Federico si accartoccia in una posizione fetale, coprendosi con i cartoni umidi e marci, pensando che è ora di cambiarli, perché anche se è marzo e non c'è più il gelo dei mesi invernali, a quell'ora di mattina trema come una foglia e batte i denti, dopo aver passato tutta la notte in un angolo del piazzale, disteso davanti a una saracinesca arrugginita del vecchio edificio abbandonato delle poste.

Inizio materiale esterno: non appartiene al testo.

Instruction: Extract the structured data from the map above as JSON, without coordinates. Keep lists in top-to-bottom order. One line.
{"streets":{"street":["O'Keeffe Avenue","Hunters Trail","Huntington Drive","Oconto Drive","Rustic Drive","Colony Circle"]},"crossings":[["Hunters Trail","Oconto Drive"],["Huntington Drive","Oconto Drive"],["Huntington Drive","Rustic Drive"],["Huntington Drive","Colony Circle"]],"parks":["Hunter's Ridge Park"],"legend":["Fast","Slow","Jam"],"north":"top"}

Apre lentamente gli occhi e sbircia verso la vecchia roulotte incustodita, in genere utilizzata dai tossici della zona. La porta è aperta e l'auto, che era stata a lungo ferma lì vicino la notte precedente, non c'è più. Chiude di nuovo gli occhi, nella speranza di farsi un'altra ora di sonno, così da non sentire il freddo e l'urgenza di bere. Ma dopo poco li spalanca e si mette a sedere, buttando in un angolo i cartoni e calcando meglio il cappello di lana sui capelli rossi e posticci, non meno sporchi della barba lunga e incolta, che copre il viso rugoso e che lo fa sembrare molto più vecchio dei suoi trentacinque anni. Del resto, con quello che normalmente beve, si meraviglia di non essere ancora morto per coma etilico.

Ma magari accadesse. Morire bevendo, non chiedo altro a questa vita di merda.

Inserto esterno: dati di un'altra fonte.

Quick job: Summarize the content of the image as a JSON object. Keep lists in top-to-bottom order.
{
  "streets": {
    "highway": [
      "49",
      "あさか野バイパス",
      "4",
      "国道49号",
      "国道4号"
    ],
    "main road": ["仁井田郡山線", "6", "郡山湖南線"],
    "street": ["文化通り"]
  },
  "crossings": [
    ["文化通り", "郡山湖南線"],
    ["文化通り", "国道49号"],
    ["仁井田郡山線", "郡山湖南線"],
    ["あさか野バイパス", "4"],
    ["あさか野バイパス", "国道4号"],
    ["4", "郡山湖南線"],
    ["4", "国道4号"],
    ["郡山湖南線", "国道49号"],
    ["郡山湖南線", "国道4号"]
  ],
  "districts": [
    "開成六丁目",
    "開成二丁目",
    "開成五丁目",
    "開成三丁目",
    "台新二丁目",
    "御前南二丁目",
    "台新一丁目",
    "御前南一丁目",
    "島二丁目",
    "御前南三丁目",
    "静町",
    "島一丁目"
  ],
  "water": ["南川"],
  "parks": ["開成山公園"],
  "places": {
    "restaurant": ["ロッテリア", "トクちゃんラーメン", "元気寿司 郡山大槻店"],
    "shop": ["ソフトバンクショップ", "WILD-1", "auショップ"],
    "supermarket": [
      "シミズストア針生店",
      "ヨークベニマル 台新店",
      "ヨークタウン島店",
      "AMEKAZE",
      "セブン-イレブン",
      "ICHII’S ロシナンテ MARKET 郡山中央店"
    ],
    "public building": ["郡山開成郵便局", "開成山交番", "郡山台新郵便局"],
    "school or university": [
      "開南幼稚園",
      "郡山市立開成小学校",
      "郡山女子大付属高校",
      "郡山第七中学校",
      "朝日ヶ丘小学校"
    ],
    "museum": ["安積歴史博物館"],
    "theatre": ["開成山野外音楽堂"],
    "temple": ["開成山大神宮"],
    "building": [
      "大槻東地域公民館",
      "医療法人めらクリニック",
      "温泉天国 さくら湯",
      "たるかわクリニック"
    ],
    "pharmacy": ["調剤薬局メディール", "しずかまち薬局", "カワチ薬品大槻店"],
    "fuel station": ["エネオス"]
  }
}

Federico fissa di nuovo lo sguardo sulla roulotte e, con un'alzata di spalle, decide di alzarsi per raggiungerla, fregandosene per una volta se sarà piena di siringhe usate. Perché lui è un barbone e un alcolizzato, ma non si droga e se ne vanta. Come se l'ammazzarsi con l'alcol sia più nobile che con l'eroina.

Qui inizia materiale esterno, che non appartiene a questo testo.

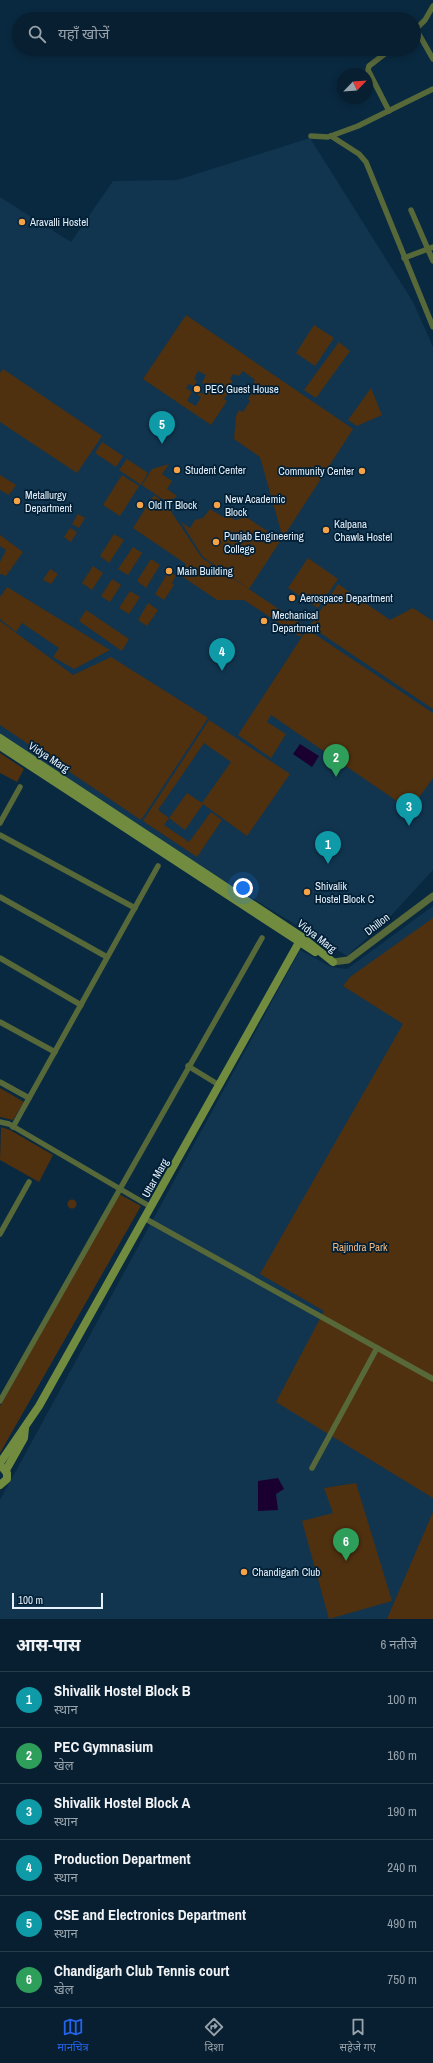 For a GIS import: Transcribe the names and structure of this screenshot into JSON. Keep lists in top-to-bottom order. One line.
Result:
{"streets":{"main road":["Vidya Marg","Uttar Marg"],"street":["Dhillon"]},"crossings":[["Vidya Marg","Dhillon"],["Vidya Marg","Uttar Marg"]],"parks":["Rajindra Park"],"places":["Aravalli Hostel","PEC Guest House","Student Center","Community Center","Metallurgy Department","Old IT Block","New Academic Block","Kalpana Chawla Hostel","Punjab Engineering College","Main Building","Aerospace Department","Mechanical Department","Shivalik Hostel Block C","Chandigarh Club"],"scale_bar":"100 m","north":"top right","page":{"search":"यहाँ खोजें","pins":["5","4","2","3","1","6"],"scale":"100 m","heading":["आस-पास","6 नतीजे"],"list":[{"mark":"1","name":"Shivalik Hostel Block B","note":"स्थान","value":"100 m"},{"mark":"2","name":"PEC Gymnasium","note":"खेल","value":"160 m"},{"mark":"3","name":"Shivalik Hostel Block A","note":"स्थान","value":"190 m"},{"mark":"4","name":"Production Department","note":"स्थान","value":"240 m"},{"mark":"5","name":"CSE and Electronics Department","note":"स्थान","value":"490 m"},{"mark":"6","name":"Chandigarh Club Tennis court","note":"खेल","value":"750 m"}],"nav":["मानचित्र","दिशा","सहेजे गए"]}}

Con passo malfermo e barcollando, chiuso in una lurida coperta che odora di sporco più di lui, anche se non se ne rende affatto conto, Federico si avvicina al mezzo, in cerca di un po' di calore, che forse l'interno della roulotte saprà regalargli. Incespica più volte, rischiando di cadere, e alla fine arriva alla sua meta, poggiandosi con una mano alla porta spalancata, per salire i due scalini ed entrare, ma rimane immobile sulla soglia, con il cuore che all'improvviso inizia a battere forte e gli occhi e la bocca spalancati in un'espressione di disgusto e terrore.

«Cazzo!» riesce a esclamare dopo alcuni minuti.

Senza staccare gli occhi dal cadavere di un ragazzo, disteso in un lago di sangue a pochi passi da lui, indietreggia spaventato, perdendo l'equilibrio sugli scalini, fino a ritrovarsi disteso per terra all'esterno, e solo allora inizia a urlare in maniera scomposta e isterica, vomitando sul suolo, insieme a succhi gastrici misti a sangue, il disgusto per quell'orrida e pietosa scena.